Situated about 1000km off the coast of Ecuador and consisting of 15 islands, the Galapagos Islands are a truly unique and beautiful part of the world. They are home to a vast number of endemic species of plants and animals. Galapagos means saddle in ancient Spanish and the islands were given this name by early Spanish explorers because the shape of one of the species of giant tortoise shells resembles a saddle. Most of the islands are uninhabited but there a few towns scattered around the islands. About 23,000 people call the Galapagos Islands their home (I had no idea so many people lived there).
On the geological scale of things, the islands are quite young which makes them like a living scientific experiment. Each different island is home to unique species of animals each with slightly different characteristics that allow them to survive more effectively in that environment. An example is the 15 different species of Finches that are only found on the Galapagos Islands. Finches from adjacent islands have each evolved differently and exhibit slightly different physical characteristic (ie different shaped beaks) to make them more capable of survival on their respective islands. This is the land of evolution.
San Cristobal Island
We flew from Quito to the Island of San Cristobal where we met up with our boat tour. The tour group was a mixed bunch and consisted of a retired American couple, a retired Aussie couple, a British couple in their 30s who live in Oz, a Spanish couple who were in their 30s, an Israeli mother and son, a 78 year old French Canadian bloke who had a few screws loose and wasnīt very steady on his feet and an American mum who had recently discovered adventure sports and was very proud of her two sons and didīt mind constantly telling everyone about them.

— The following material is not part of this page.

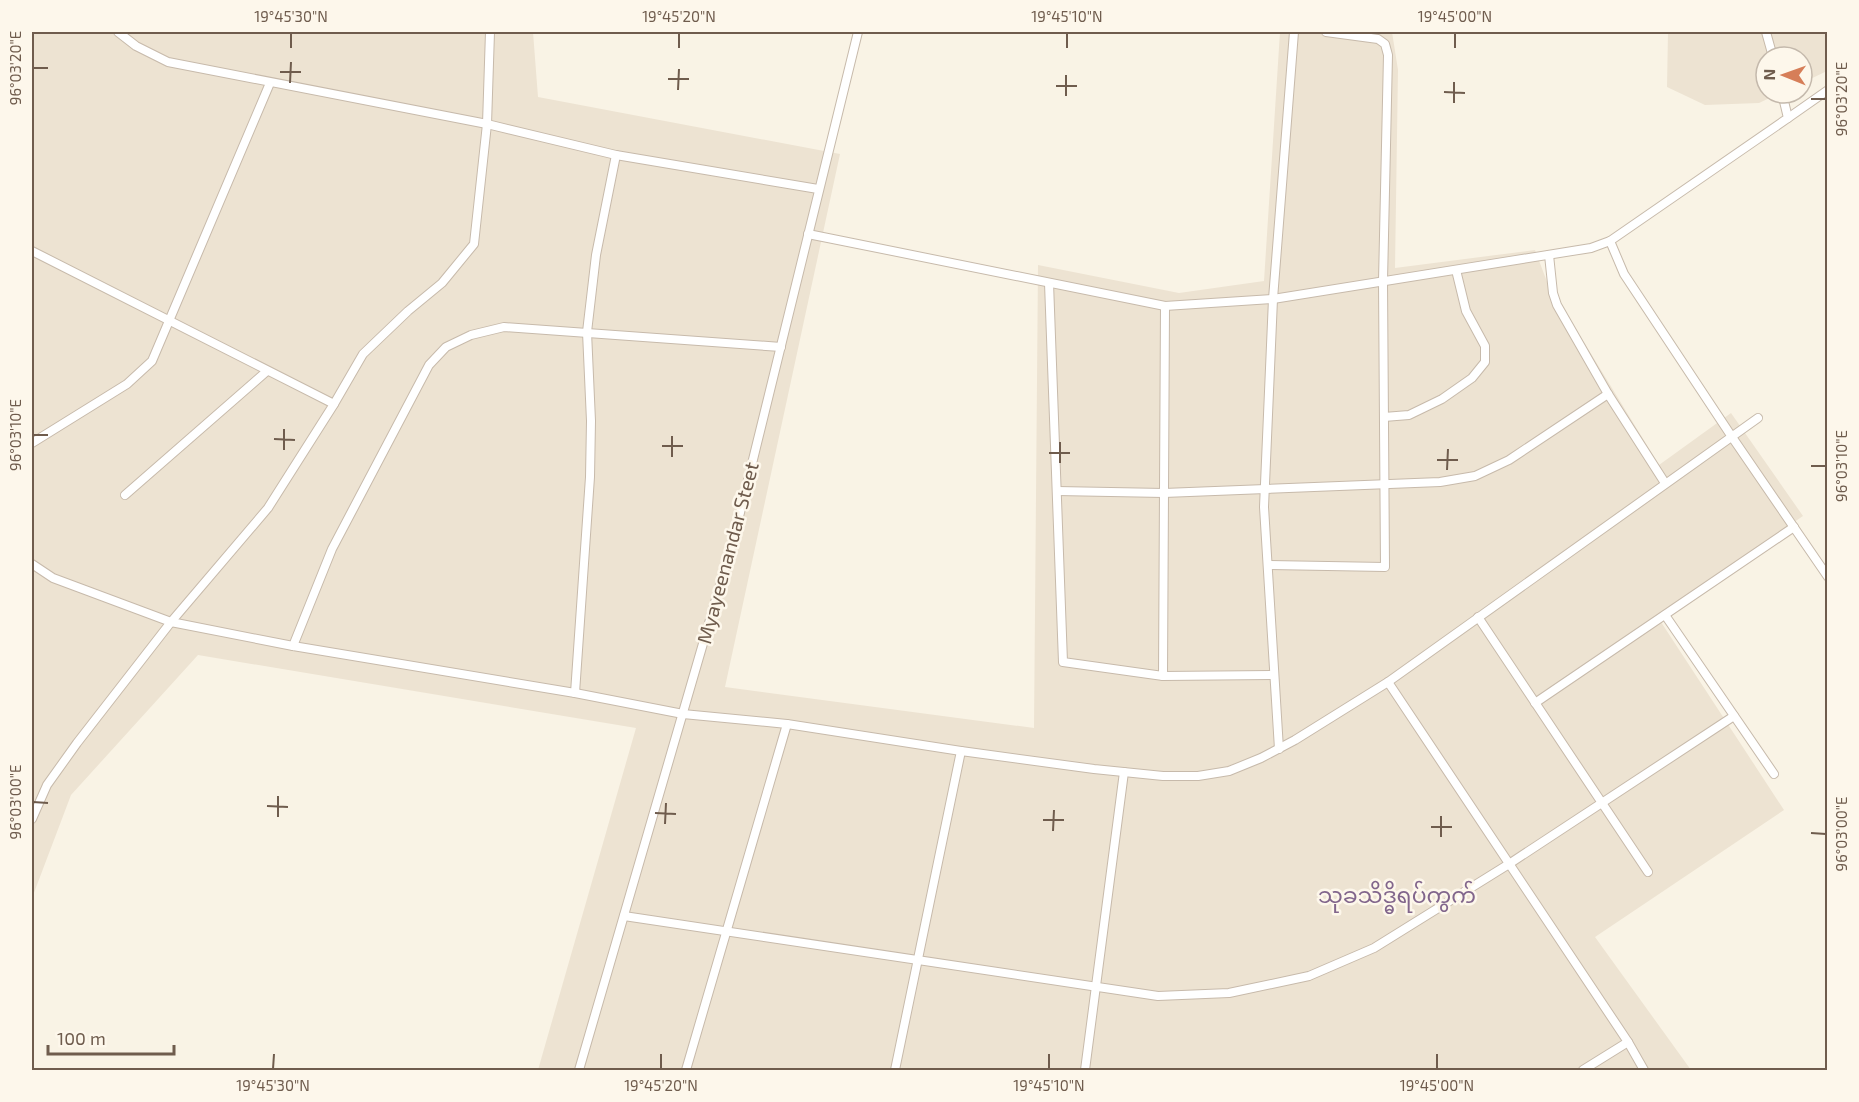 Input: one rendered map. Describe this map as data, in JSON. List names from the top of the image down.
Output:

All in all they were a decent bunch of people and only a couple of them got on our nerves.
We got a last minute deal on the cruise which translated to a 50% reduction in the advertised price (it was still extremely expensive). It was a 5 day cruise although itīs more like 3.5 days by the time they stuff around. Our guide Juan Carlos was level 3 qualified (the highest level) which meant that he was very professional and knowledgeable of the area.
We hopped in a bus and after a short drive, a panga (zodiac/dingy) took us out to the boat. Our boat and home for the next 4 nights, The Queen of the Galapagos was one of the larger vessels around and was pure luxury. The meals were delicious and the crew generally went out of their way to make us feel welcome.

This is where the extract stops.